### AVAILABLE RECORDS
[Start of section]
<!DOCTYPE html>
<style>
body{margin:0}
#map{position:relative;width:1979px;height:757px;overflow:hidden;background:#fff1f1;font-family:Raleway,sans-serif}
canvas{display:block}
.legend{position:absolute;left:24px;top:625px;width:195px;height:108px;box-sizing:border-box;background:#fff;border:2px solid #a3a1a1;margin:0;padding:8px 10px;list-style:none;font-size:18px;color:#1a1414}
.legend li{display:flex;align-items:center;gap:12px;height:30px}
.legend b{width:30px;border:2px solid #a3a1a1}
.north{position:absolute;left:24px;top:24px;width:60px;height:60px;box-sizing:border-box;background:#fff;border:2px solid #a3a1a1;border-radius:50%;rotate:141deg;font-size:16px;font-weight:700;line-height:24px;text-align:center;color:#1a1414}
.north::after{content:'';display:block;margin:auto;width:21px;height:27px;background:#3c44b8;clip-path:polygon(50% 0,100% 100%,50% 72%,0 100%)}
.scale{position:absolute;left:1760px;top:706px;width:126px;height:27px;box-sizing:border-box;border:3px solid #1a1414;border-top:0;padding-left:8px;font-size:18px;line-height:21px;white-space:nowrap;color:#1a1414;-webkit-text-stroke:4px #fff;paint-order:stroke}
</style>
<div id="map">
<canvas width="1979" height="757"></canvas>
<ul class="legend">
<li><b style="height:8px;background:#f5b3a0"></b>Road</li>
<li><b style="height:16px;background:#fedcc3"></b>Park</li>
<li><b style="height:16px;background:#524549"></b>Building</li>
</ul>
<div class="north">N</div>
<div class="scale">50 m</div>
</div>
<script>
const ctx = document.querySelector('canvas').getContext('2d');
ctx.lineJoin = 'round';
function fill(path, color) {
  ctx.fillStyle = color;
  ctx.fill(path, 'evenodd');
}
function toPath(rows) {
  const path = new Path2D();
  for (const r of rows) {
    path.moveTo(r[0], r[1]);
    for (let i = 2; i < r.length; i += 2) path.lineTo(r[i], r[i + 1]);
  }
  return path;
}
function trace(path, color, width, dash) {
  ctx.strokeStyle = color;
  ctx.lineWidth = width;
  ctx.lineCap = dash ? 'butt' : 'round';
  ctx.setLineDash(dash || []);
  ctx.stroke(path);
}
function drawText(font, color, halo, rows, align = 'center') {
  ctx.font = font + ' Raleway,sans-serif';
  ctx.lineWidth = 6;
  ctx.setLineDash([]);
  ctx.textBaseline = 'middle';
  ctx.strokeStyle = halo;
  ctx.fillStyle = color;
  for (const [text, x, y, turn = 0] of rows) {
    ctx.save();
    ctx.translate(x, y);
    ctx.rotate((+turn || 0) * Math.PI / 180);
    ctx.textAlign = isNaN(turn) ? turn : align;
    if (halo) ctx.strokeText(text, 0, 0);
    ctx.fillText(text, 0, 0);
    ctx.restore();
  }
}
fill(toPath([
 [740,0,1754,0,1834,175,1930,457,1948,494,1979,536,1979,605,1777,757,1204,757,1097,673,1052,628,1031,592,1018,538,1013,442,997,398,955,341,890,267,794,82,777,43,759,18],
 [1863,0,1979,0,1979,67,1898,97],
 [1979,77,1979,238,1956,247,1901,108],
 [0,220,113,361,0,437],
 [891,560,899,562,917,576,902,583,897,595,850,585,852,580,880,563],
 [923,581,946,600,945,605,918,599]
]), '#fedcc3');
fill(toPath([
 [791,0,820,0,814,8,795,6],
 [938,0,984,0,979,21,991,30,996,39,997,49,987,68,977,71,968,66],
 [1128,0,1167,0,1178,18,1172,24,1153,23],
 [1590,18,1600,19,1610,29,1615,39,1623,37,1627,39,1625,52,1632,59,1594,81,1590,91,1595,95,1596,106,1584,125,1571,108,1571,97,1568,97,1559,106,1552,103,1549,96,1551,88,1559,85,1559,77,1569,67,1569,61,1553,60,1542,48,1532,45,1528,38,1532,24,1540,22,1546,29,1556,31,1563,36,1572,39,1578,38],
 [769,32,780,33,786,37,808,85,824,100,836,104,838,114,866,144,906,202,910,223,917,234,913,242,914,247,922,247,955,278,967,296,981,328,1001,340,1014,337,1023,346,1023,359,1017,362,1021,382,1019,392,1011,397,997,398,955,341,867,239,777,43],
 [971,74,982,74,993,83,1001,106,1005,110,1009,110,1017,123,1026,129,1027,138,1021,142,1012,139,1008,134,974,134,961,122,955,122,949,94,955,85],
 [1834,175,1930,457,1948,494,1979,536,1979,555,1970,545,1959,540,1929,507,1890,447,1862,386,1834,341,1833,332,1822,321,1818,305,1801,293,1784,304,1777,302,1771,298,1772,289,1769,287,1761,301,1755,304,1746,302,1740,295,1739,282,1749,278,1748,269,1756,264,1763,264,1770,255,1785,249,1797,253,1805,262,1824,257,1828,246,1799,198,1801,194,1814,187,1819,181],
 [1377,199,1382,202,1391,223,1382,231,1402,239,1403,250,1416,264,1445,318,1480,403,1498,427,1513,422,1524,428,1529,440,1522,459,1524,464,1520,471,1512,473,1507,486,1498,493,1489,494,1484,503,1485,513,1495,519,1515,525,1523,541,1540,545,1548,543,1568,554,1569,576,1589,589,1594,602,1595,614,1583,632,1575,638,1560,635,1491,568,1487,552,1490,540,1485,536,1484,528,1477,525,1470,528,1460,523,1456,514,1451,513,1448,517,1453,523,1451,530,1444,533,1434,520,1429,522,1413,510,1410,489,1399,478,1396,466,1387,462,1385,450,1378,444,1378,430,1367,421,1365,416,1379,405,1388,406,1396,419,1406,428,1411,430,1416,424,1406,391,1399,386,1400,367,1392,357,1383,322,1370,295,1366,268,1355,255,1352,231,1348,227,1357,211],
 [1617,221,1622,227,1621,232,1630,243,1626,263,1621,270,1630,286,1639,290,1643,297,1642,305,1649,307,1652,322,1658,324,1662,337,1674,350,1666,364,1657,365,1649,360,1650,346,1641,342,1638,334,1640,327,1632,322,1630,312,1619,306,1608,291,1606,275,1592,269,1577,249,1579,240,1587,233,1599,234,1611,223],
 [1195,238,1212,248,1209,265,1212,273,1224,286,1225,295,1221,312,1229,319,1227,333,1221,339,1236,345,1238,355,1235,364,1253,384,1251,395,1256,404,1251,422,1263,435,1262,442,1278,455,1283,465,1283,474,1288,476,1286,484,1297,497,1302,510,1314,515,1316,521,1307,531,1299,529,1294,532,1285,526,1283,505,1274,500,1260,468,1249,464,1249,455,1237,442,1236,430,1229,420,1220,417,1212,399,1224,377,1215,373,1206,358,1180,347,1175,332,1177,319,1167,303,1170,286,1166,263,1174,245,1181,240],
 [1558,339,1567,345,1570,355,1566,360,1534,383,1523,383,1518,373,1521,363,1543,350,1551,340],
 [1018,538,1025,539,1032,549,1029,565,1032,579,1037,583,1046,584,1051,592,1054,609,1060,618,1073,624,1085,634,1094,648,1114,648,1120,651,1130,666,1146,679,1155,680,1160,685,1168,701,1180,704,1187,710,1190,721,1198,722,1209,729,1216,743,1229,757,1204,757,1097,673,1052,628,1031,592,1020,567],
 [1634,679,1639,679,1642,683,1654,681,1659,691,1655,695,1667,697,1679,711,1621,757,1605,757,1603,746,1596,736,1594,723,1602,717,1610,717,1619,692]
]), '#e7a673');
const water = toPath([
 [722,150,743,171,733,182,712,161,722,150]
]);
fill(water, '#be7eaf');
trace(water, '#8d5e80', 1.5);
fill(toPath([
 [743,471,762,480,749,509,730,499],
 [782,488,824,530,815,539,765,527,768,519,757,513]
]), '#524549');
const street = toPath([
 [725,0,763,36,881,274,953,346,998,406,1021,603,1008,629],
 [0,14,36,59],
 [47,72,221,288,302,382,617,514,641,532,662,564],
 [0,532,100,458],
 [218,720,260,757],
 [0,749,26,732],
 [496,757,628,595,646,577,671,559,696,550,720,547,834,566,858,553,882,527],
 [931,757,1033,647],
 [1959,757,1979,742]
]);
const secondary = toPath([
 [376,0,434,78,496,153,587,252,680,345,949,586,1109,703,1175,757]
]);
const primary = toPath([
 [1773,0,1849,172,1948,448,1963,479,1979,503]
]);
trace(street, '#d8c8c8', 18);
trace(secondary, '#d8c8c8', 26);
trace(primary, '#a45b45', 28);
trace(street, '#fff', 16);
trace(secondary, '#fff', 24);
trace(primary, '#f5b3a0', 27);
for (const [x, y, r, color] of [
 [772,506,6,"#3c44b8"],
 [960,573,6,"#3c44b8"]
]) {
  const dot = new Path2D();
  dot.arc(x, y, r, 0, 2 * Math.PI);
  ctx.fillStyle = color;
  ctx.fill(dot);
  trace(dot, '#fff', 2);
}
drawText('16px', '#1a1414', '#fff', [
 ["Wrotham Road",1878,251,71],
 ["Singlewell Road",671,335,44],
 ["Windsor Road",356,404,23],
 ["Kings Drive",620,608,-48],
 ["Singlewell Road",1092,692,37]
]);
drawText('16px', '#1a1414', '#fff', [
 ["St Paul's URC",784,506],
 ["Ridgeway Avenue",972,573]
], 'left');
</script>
[End of section]
### EXERCISE AIM
All lines of the records containing "strokeStyle" should be shown.

### OUTPUT
  ctx.strokeStyle = color;
  ctx.strokeStyle = halo;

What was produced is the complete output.